» **Dataset entries**:
########################################
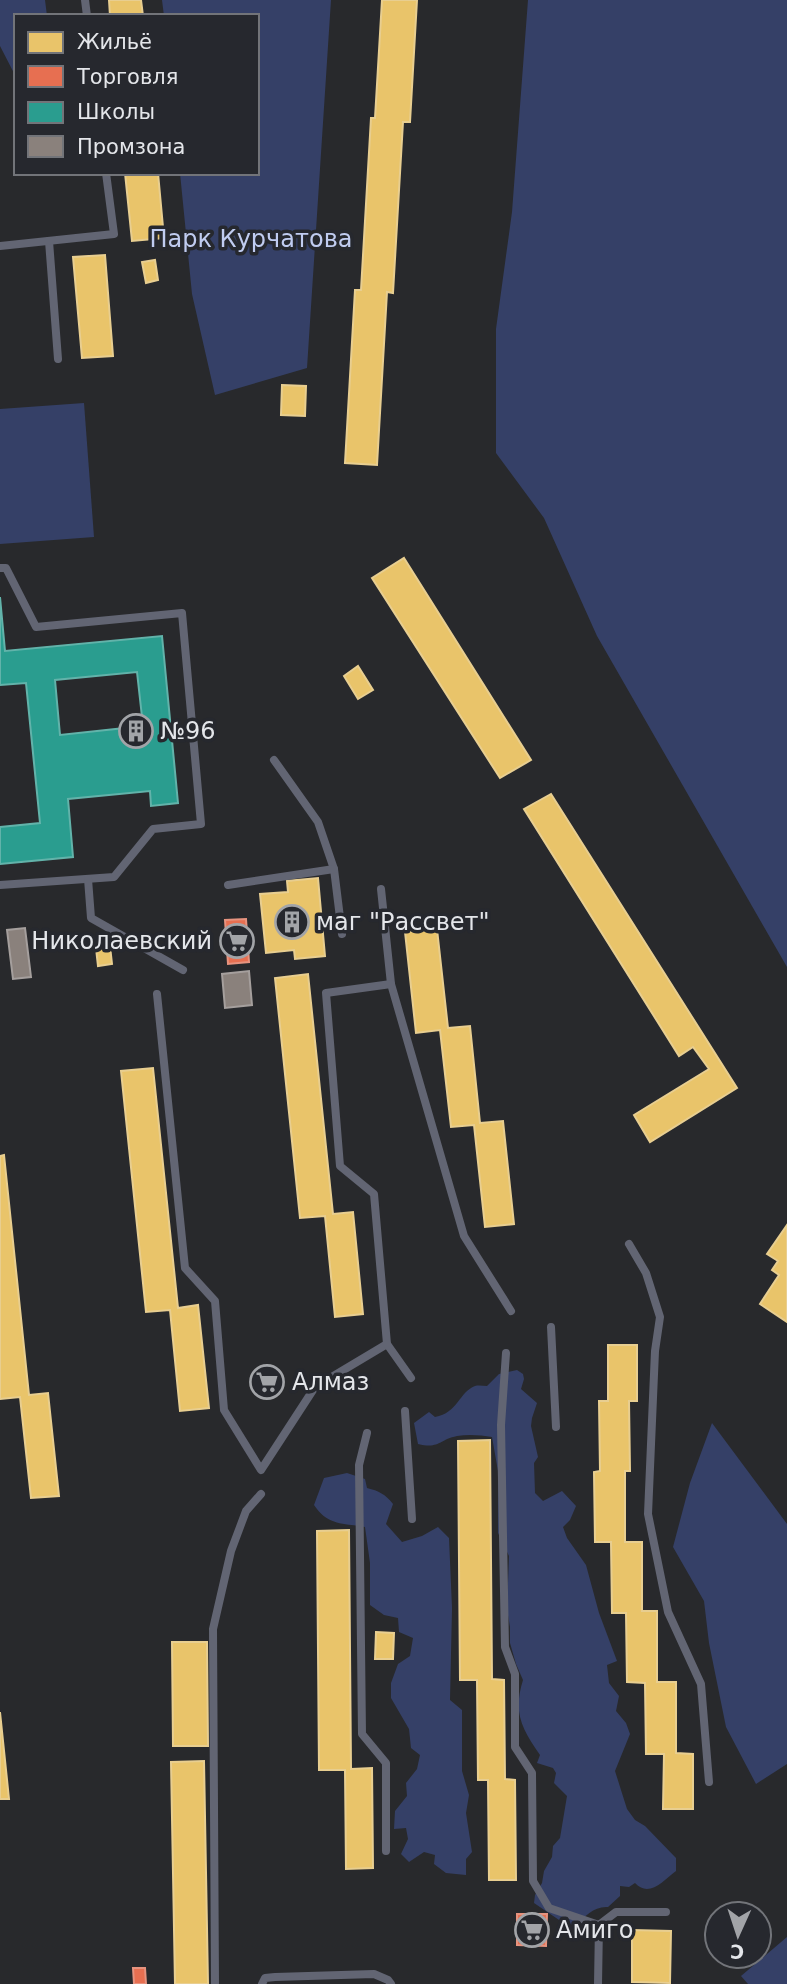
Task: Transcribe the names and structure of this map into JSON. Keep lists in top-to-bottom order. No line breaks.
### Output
{"parks":["Парк Курчатова"],"places":{"building":["№96","маг \"Рассвет\""],"supermarket":["Николаевский","Алмаз","Амиго"]},"legend":["Жильё","Торговля","Школы","Промзона"],"north":"bottom"}
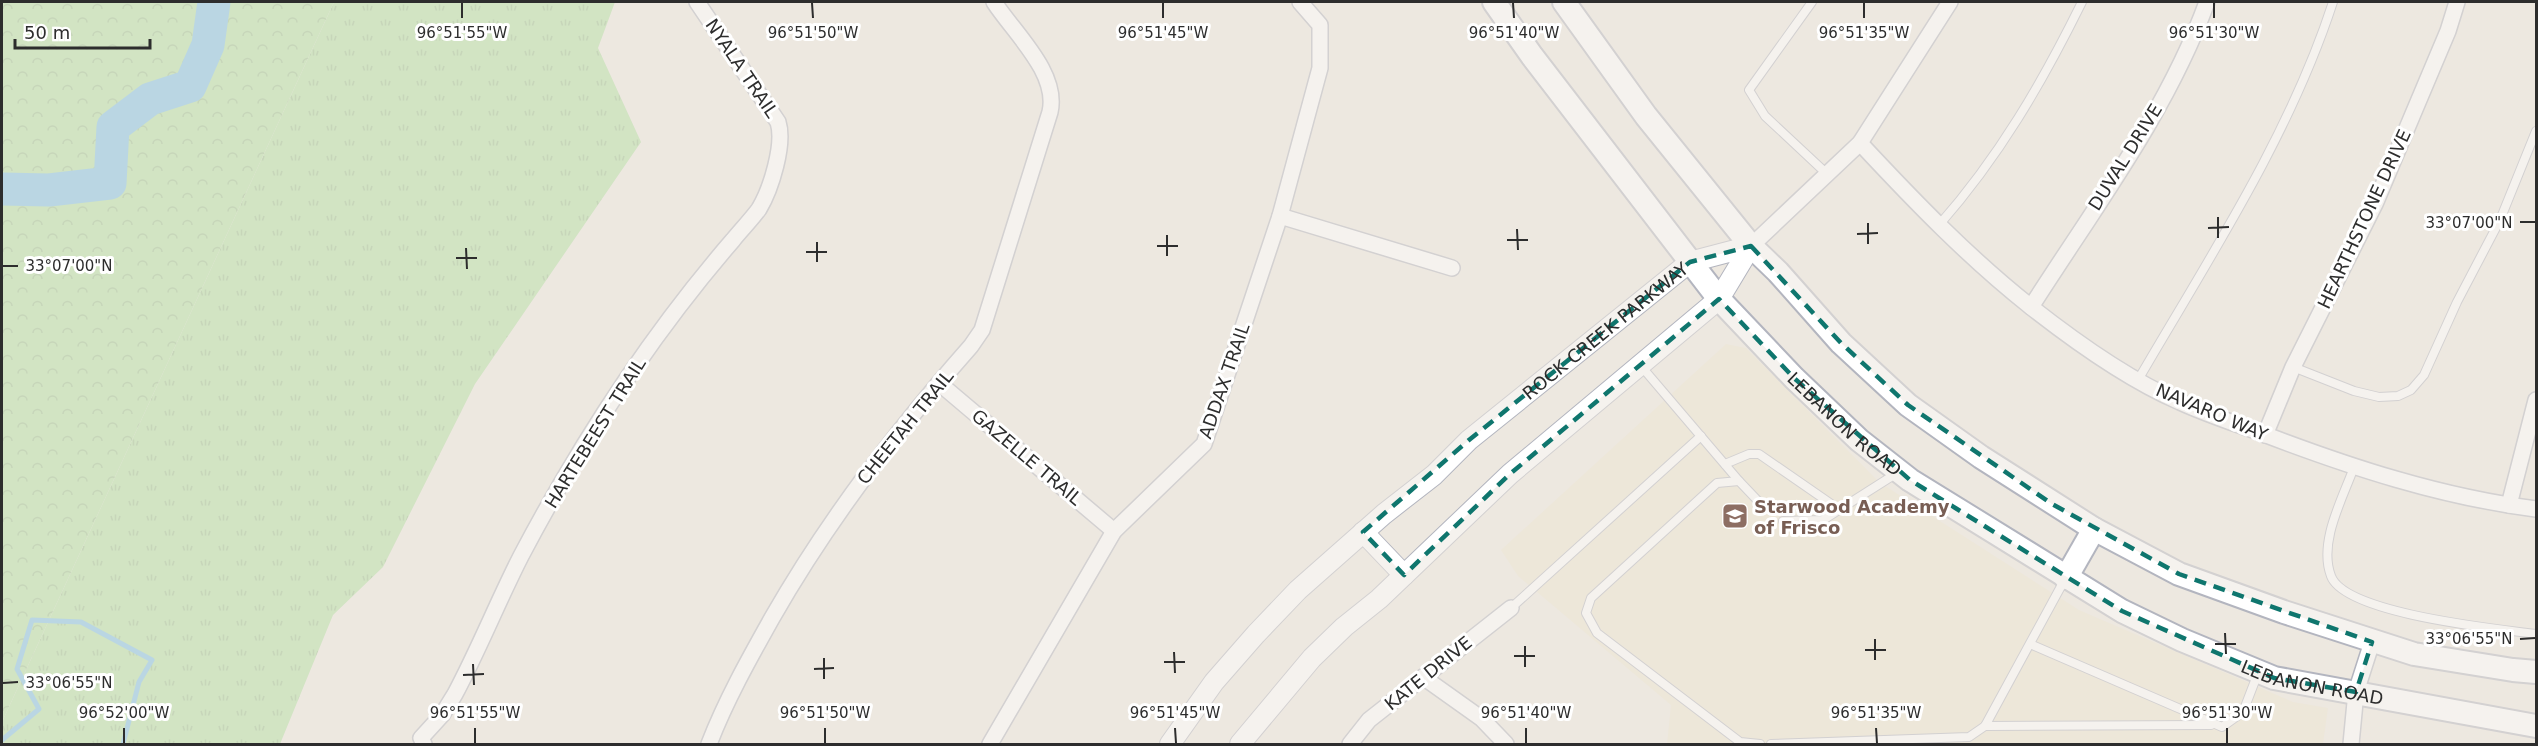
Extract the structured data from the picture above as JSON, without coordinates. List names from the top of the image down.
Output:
{
  "streets": {
    "main road": ["LEBANON ROAD"],
    "street": [
      "NYALA TRAIL",
      "DUVAL DRIVE",
      "HEARTHSTONE DRIVE",
      "ROCK CREEK PARKWAY",
      "ADDAX TRAIL",
      "NAVARO WAY",
      "CHEETAH TRAIL",
      "HARTEBEEST TRAIL",
      "GAZELLE TRAIL",
      "KATE DRIVE"
    ]
  },
  "crossings": [
    ["NYALA TRAIL", "HARTEBEEST TRAIL"],
    ["DUVAL DRIVE", "NAVARO WAY"],
    ["HEARTHSTONE DRIVE", "NAVARO WAY"],
    ["ROCK CREEK PARKWAY", "LEBANON ROAD"],
    ["ADDAX TRAIL", "GAZELLE TRAIL"],
    ["CHEETAH TRAIL", "GAZELLE TRAIL"]
  ],
  "places": {
    "school or university": ["Starwood Academy of Frisco"]
  },
  "scale_bar": "50 m",
  "coordinates": [
    "96°51'55\"W",
    "96°51'50\"W",
    "96°51'45\"W",
    "96°51'40\"W",
    "96°51'35\"W",
    "96°51'30\"W",
    "33°07'00\"N",
    "33°06'55\"N",
    "96°52'00\"W"
  ]
}
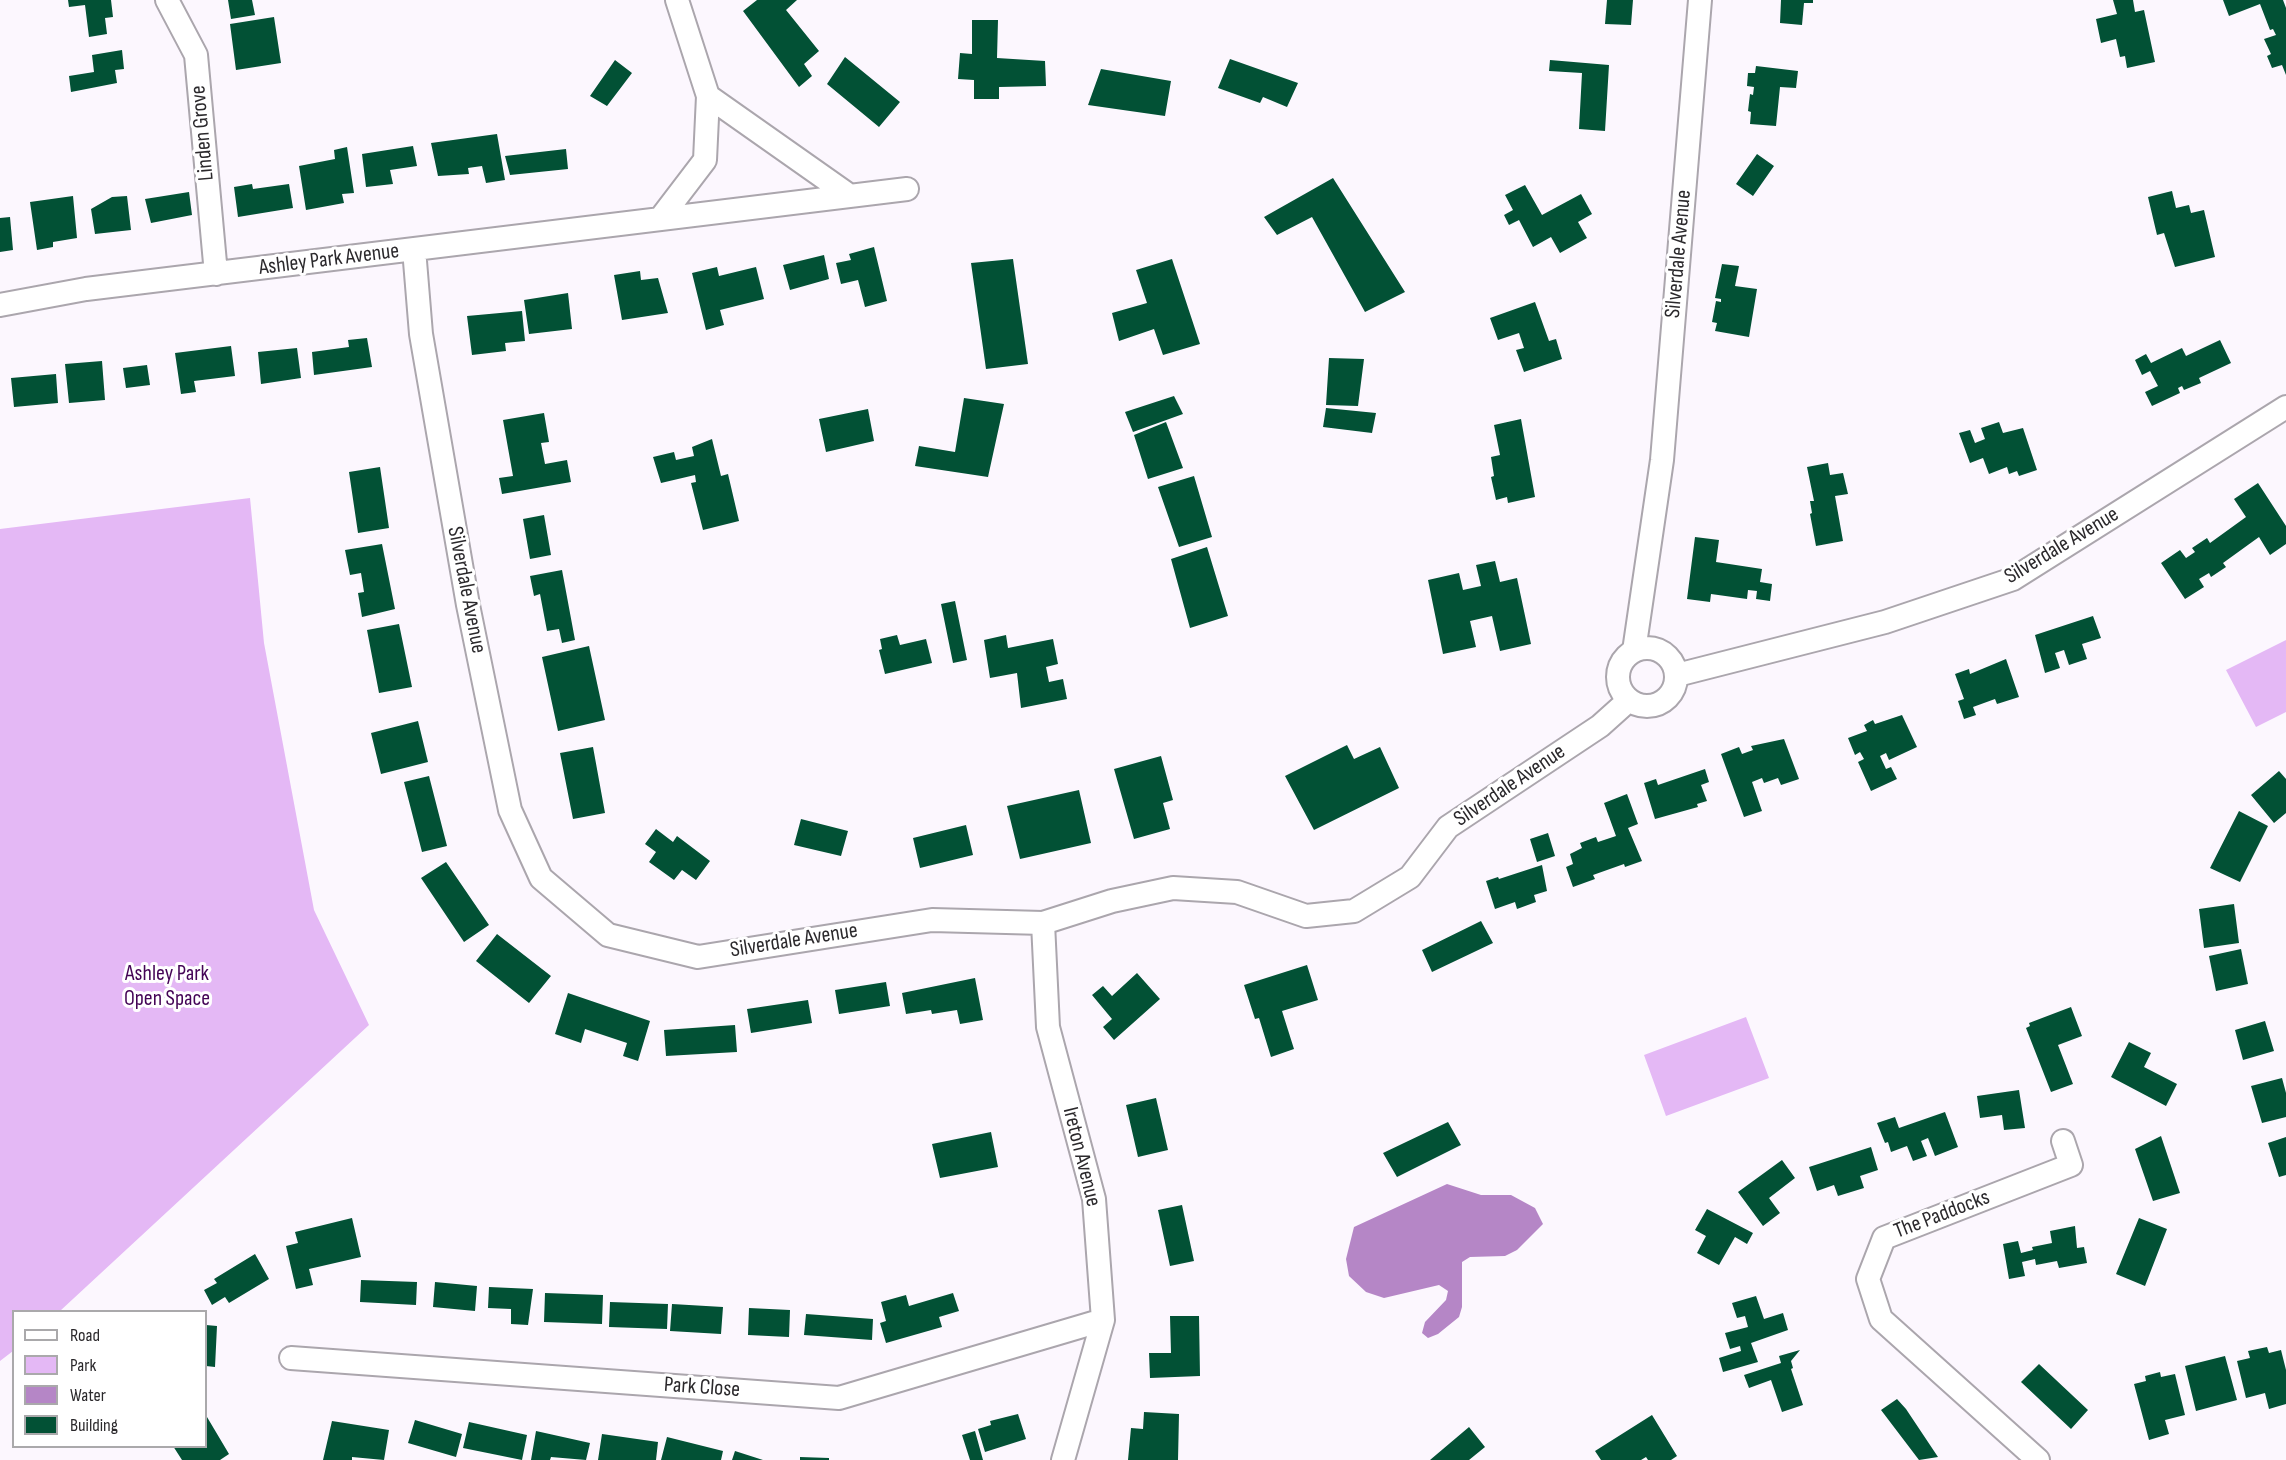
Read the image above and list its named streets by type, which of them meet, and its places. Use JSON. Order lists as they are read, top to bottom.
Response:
{
  "streets": {
    "street": [
      "Linden Grove",
      "Silverdale Avenue",
      "Ashley Park Avenue",
      "Ireton Avenue",
      "The Paddocks",
      "Park Close"
    ]
  },
  "crossings": [
    ["Linden Grove", "Ashley Park Avenue"],
    ["Silverdale Avenue", "Ashley Park Avenue"],
    ["Silverdale Avenue", "Ireton Avenue"],
    ["Ireton Avenue", "Park Close"]
  ],
  "parks": ["Ashley Park Open Space"],
  "legend": [
    "Road",
    "Park",
    "Water",
    "Building"
  ]
}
########################################
» **Exercise details**: Copy out all the entries precisely. No images.

» **Output**:
Task: Transcribe the names and structure of this map into JSON. Keep lists in top-to-bottom order. No line breaks.
### Output
{"parks":["Парк Курчатова"],"places":{"building":["№96","маг \"Рассвет\""],"supermarket":["Николаевский","Алмаз","Амиго"]},"legend":["Жильё","Торговля","Школы","Промзона"],"north":"bottom"}
Extract the structured data from the picture above as JSON, without coordinates. List names from the top of the image down.
Output:
{
  "streets": {
    "main road": ["LEBANON ROAD"],
    "street": [
      "NYALA TRAIL",
      "DUVAL DRIVE",
      "HEARTHSTONE DRIVE",
      "ROCK CREEK PARKWAY",
      "ADDAX TRAIL",
      "NAVARO WAY",
      "CHEETAH TRAIL",
      "HARTEBEEST TRAIL",
      "GAZELLE TRAIL",
      "KATE DRIVE"
    ]
  },
  "crossings": [
    ["NYALA TRAIL", "HARTEBEEST TRAIL"],
    ["DUVAL DRIVE", "NAVARO WAY"],
    ["HEARTHSTONE DRIVE", "NAVARO WAY"],
    ["ROCK CREEK PARKWAY", "LEBANON ROAD"],
    ["ADDAX TRAIL", "GAZELLE TRAIL"],
    ["CHEETAH TRAIL", "GAZELLE TRAIL"]
  ],
  "places": {
    "school or university": ["Starwood Academy of Frisco"]
  },
  "scale_bar": "50 m",
  "coordinates": [
    "96°51'55\"W",
    "96°51'50\"W",
    "96°51'45\"W",
    "96°51'40\"W",
    "96°51'35\"W",
    "96°51'30\"W",
    "33°07'00\"N",
    "33°06'55\"N",
    "96°52'00\"W"
  ]
}
Read the image above and list its named streets by type, which of them meet, and its places. Use JSON. Order lists as they are read, top to bottom.
Response:
{
  "streets": {
    "street": [
      "Linden Grove",
      "Silverdale Avenue",
      "Ashley Park Avenue",
      "Ireton Avenue",
      "The Paddocks",
      "Park Close"
    ]
  },
  "crossings": [
    ["Linden Grove", "Ashley Park Avenue"],
    ["Silverdale Avenue", "Ashley Park Avenue"],
    ["Silverdale Avenue", "Ireton Avenue"],
    ["Ireton Avenue", "Park Close"]
  ],
  "parks": ["Ashley Park Open Space"],
  "legend": [
    "Road",
    "Park",
    "Water",
    "Building"
  ]
}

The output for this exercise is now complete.